Parallel Soroban application prototype

dmkozh commented 1 week ago

This is the tracking/discussion issue for work on applying Soroban phase in parallel using multithreading. The purpose of the prototype is to come up with a Core build that can be used for the basic benchmarking of the parallel application, while also being able to reuse most of the work if the prototype looks good.

The scope of the prototype can be limited to the following:

Transaction set: add an ability to distribute transaction sets that contain the parallel application schedule
Application logic: add a capability to run the transactions from the transaction set above in parallel

Notably, no changes to the transaction queue and overlay are necessary initially, even though we might need to revisit these for the actual release.
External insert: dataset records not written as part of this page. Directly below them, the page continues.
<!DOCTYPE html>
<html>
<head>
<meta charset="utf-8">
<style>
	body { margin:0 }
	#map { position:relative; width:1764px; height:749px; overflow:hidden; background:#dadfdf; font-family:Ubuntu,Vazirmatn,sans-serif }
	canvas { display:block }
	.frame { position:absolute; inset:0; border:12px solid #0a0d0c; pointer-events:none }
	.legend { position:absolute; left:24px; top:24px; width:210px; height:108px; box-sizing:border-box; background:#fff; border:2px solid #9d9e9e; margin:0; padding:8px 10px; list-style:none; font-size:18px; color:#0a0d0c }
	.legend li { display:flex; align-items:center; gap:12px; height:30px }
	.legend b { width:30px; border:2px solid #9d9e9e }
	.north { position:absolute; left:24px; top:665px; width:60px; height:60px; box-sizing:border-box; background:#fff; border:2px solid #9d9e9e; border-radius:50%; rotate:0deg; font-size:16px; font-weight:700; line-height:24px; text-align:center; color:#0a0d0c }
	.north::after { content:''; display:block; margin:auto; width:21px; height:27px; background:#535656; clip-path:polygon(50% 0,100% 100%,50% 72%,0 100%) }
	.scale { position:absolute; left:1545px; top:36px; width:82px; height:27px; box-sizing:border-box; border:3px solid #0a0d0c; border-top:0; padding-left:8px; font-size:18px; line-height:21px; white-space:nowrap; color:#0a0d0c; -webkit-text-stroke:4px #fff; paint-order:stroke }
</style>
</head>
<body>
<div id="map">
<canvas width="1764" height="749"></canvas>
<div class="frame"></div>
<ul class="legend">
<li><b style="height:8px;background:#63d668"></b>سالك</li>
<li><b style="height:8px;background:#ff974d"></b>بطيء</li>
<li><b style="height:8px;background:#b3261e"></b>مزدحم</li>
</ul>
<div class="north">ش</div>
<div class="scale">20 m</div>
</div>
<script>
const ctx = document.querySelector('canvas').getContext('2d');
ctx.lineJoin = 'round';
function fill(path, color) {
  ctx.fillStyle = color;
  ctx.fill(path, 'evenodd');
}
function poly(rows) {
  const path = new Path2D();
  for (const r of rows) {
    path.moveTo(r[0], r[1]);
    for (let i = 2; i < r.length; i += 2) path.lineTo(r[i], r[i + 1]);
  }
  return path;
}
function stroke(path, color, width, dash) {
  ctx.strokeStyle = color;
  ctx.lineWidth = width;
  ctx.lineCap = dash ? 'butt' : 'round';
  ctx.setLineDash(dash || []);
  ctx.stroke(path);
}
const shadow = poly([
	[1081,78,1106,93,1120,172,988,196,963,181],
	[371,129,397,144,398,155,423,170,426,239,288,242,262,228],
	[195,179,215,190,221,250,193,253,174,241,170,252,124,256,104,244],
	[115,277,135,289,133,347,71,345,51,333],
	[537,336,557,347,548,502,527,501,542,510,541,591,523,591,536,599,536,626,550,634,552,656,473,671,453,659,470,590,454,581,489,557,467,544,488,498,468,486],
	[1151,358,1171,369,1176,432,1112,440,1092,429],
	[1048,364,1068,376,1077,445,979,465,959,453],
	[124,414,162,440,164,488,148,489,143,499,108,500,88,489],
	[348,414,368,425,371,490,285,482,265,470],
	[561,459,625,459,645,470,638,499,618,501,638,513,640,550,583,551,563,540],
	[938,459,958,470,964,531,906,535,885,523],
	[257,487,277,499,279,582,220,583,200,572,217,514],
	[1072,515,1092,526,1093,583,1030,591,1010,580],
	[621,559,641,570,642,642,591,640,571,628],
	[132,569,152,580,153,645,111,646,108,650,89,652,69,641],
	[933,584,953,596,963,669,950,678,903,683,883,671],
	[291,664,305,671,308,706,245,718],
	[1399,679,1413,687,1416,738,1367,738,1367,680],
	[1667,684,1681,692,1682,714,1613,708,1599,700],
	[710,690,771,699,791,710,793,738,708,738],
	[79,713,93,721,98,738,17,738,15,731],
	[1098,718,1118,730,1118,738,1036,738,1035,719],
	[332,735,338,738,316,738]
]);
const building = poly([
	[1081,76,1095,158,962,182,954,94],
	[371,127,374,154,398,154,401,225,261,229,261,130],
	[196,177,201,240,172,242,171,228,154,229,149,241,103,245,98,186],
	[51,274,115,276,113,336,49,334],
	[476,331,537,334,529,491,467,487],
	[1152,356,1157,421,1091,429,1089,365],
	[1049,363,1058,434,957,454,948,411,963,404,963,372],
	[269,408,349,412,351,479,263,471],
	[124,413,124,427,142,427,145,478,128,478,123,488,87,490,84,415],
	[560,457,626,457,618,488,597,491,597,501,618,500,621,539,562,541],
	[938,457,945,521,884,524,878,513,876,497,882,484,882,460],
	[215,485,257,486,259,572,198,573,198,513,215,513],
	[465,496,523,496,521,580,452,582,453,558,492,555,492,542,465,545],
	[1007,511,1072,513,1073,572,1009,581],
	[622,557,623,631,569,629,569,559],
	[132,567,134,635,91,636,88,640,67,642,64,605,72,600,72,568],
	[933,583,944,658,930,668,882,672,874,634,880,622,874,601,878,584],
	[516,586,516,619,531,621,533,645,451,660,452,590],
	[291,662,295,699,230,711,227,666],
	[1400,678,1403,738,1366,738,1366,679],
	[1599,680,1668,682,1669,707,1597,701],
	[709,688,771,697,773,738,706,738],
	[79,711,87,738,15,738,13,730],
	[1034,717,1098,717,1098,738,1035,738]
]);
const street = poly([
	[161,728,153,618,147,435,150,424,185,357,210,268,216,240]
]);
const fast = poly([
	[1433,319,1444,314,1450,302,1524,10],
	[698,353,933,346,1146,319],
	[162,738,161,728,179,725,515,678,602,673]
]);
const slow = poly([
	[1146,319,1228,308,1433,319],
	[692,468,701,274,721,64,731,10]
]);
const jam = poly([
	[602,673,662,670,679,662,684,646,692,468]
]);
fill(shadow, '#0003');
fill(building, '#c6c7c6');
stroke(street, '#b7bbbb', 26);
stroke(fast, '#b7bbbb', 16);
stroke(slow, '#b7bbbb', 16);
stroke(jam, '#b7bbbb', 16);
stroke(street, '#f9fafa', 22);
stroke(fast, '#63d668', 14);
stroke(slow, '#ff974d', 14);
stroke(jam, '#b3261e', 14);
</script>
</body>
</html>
In case if the prototype works as expected, the work will be presented as a CAP.

The initial implementation plan is as follows:

[ ] Add support for tx sets with the 'parallel' Soroban phase
- [x] Make the necessary XDR changes
- [ ] Refactor TxSetFrame to support the XDR changes for parallel tx sets
- [ ] Add a simple partitioning algorithm, based on the prototype: https://github.com/dmkozh/txset_partition/blob/main/txset_partition.cpp
[ ] Add a capability for Soroban transactions to be applied in parallel
- [ ] Pass the storage snapshots to the execution threads instead of operating directly on ledger transactions
- [ ] Reconcile the ledger changes, including TTL
- [ ] Make necessary fixes to maintain the base protocol features (charging the fees, emitting tx meta etc.)
[ ] Create a benchmark
- [ ] Add/modify the Soroban loadgen to produce traffic with a given degree of I/O conflicts between transactions (at least 'no conflicts' and 'some conflicts' modes)
- [ ] Create unit tests for e2e stress-testing
- [ ] Create a supercluster mission for testing with a few validators at once

MonsieurNicolas commented 1 week ago

Couple questions on the xdr structure.

In

typedef TransactionEnvelope DependentTxCluster<>;
typedef DependentTxCluster TxExecutionThread<>;
typedef TxExecutionThread ParallelTxExecutionStage<>;

Why do we need each thread to have a "DependentTxCluster"? I would expect at that layer (consensus and execution), to only see the actual schedule (how we got there from a clustering point of view is an implementation detail). So each stage being made up of threads that themselves have an array of transactions.

We'd end up with

typedef TransactionEnvelope TxExecutionThread<>;
typedef TxExecutionThread ParallelTxExecutionStage<>;

Second question is: instead of

typedef TransactionEnvelope DependentTxCluster<>;
typedef DependentTxCluster TxExecutionThread<>;
typedef TxExecutionThread ParallelTxExecutionStage<>;

struct ParallelTxsComponent
{
  int64* baseFee;
  ParallelTxExecutionStage executionStages<>;
};

did you consider

typedef TransactionEnvelope DependentTxCluster<>;
typedef DependentTxCluster TxExecutionThread<>;
typedef TxExecutionThread ParallelTxExecutionStage<>;

struct ParallelTxsComponent
{
  int64* baseFee;
  ParallelTxExecutionStage executionStage;
};

and just allow for multiple transaction phases of type "1", "Parallel tx" in a generalized transaction set. That way we won't have to do anything special about base fees that could be different between stages.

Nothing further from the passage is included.